→ What you are asked to do: Whenever a line in the listing contains "Dental", copy that line.

→ Raw data:

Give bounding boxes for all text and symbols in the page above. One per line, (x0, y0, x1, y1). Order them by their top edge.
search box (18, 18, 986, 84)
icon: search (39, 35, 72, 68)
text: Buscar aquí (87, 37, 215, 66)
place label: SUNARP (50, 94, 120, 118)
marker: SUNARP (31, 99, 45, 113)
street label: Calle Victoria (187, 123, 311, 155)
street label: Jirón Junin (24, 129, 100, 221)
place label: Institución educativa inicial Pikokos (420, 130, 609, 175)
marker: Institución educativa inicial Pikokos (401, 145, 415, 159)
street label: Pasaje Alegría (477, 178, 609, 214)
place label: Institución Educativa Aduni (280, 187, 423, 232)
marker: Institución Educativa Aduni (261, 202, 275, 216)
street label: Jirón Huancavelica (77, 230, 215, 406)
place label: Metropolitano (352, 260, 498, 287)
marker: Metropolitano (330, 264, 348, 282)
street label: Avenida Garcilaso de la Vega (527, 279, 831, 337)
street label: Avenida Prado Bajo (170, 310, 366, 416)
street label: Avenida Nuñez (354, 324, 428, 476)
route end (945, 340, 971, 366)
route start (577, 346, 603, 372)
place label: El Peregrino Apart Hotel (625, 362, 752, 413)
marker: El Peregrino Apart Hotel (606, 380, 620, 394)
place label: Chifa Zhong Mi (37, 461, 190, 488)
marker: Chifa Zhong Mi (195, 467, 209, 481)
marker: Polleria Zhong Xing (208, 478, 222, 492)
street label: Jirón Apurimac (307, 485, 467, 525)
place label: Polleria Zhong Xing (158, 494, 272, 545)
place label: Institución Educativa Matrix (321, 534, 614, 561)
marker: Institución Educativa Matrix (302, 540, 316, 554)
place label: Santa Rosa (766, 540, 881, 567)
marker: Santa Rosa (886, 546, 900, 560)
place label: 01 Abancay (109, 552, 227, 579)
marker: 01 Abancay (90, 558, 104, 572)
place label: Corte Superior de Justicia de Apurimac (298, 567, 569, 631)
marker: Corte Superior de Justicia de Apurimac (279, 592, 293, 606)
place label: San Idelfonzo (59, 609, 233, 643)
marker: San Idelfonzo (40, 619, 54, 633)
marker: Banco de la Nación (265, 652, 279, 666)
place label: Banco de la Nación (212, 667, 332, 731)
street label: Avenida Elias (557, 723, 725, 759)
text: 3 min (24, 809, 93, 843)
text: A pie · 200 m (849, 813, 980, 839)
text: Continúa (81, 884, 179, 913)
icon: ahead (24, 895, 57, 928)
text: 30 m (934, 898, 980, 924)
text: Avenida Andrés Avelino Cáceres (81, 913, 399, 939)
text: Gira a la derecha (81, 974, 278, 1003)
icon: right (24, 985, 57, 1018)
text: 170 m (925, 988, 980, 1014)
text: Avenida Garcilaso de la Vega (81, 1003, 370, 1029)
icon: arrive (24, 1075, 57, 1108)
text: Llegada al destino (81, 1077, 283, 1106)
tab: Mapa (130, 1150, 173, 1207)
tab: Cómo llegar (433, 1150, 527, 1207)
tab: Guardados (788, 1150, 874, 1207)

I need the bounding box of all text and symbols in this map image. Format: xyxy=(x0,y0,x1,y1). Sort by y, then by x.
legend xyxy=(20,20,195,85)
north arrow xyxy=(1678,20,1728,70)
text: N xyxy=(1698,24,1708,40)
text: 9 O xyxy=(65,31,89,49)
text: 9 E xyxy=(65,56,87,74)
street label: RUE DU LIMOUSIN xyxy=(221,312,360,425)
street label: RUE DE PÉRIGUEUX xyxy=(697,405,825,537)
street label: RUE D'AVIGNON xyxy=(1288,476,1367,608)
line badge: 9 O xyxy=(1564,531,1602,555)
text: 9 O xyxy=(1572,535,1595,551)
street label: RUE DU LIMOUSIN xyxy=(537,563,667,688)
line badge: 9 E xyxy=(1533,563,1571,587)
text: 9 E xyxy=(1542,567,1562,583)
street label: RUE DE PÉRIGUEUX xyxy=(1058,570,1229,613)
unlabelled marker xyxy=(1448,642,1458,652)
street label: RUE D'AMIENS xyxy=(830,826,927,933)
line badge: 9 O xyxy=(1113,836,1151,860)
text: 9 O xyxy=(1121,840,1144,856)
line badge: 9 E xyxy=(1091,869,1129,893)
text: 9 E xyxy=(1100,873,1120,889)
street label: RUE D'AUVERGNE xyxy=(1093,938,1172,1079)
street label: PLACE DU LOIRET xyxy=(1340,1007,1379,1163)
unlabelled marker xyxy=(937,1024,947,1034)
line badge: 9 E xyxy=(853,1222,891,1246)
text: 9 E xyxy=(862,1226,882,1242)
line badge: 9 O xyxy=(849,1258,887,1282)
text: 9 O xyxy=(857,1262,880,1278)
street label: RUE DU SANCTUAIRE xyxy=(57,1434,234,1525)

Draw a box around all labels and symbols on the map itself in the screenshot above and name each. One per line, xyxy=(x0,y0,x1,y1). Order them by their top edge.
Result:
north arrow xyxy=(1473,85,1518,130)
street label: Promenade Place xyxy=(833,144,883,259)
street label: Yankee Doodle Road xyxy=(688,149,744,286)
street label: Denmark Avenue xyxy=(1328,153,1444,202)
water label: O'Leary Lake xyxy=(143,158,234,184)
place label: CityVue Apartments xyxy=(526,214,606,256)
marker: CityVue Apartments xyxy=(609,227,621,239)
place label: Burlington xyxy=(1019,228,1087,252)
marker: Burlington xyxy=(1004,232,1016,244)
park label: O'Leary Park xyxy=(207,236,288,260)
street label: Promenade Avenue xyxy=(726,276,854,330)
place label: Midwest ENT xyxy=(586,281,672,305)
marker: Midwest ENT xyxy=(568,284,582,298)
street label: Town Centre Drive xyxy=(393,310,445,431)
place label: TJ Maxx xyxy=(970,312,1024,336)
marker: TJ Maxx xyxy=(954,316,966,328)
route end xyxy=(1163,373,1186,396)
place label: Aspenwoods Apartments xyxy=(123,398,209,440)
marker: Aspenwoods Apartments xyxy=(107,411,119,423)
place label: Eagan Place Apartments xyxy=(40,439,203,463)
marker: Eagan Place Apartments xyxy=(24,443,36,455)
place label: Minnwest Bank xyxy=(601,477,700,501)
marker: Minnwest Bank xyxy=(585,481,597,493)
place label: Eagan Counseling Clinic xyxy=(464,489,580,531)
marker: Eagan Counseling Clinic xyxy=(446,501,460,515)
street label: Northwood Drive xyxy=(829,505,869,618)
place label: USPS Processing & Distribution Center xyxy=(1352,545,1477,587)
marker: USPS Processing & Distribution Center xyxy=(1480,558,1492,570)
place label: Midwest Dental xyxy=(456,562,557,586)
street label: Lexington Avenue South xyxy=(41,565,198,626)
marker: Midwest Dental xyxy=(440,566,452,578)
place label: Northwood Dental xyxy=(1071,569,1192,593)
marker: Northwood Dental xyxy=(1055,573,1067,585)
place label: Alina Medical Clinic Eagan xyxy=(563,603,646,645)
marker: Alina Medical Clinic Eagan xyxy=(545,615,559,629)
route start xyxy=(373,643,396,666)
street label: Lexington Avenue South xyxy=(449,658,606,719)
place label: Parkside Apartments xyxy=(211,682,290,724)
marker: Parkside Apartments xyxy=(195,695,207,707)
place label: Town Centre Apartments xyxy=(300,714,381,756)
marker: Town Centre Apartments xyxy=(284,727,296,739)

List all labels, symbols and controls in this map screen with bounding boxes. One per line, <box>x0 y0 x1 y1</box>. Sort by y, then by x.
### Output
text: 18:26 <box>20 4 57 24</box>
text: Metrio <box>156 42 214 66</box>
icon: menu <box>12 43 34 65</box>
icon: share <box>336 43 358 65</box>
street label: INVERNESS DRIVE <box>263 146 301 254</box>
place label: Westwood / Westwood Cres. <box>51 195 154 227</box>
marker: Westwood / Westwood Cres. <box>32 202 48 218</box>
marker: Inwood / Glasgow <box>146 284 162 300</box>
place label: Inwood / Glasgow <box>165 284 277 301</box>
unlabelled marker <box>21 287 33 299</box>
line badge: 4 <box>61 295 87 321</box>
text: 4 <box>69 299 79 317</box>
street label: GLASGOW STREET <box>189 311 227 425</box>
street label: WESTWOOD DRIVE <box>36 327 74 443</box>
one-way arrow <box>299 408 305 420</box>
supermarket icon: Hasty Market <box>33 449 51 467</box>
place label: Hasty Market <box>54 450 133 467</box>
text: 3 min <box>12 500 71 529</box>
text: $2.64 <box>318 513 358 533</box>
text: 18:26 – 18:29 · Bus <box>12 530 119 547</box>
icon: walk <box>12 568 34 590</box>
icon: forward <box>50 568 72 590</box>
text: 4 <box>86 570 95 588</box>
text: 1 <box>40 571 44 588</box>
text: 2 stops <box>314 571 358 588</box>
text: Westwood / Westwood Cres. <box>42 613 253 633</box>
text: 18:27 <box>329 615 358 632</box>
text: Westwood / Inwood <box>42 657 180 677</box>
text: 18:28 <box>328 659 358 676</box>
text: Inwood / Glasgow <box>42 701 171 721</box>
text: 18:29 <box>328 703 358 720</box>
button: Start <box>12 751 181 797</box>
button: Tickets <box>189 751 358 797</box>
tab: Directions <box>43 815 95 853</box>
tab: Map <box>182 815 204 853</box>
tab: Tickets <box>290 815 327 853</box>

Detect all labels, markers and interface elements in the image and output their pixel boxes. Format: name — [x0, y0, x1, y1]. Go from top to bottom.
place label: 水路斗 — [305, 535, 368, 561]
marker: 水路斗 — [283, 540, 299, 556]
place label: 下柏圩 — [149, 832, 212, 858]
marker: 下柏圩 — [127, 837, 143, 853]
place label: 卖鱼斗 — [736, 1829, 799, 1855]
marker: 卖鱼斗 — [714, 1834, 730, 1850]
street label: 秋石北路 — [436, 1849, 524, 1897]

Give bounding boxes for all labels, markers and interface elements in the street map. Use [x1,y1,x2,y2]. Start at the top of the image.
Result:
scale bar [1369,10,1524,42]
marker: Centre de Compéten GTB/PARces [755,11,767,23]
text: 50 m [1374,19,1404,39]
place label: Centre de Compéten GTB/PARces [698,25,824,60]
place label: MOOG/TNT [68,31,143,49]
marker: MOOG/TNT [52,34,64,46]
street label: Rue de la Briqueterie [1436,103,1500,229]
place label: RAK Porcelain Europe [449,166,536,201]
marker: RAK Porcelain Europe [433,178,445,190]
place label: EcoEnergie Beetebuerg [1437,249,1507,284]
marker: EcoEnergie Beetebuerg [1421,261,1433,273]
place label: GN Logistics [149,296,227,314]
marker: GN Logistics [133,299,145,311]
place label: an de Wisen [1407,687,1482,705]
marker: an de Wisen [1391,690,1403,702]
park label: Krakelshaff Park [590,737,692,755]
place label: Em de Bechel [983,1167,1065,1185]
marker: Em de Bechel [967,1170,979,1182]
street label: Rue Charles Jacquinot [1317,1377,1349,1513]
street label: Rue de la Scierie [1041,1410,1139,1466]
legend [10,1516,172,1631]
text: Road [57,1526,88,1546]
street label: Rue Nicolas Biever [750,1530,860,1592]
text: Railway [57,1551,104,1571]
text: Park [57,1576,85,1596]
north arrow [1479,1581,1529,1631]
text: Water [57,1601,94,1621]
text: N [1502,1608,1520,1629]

→ Solution:
place label: Midwest Dental xyxy=(456,562,557,586)
marker: Midwest Dental xyxy=(440,566,452,578)
place label: Northwood Dental xyxy=(1071,569,1192,593)
marker: Northwood Dental xyxy=(1055,573,1067,585)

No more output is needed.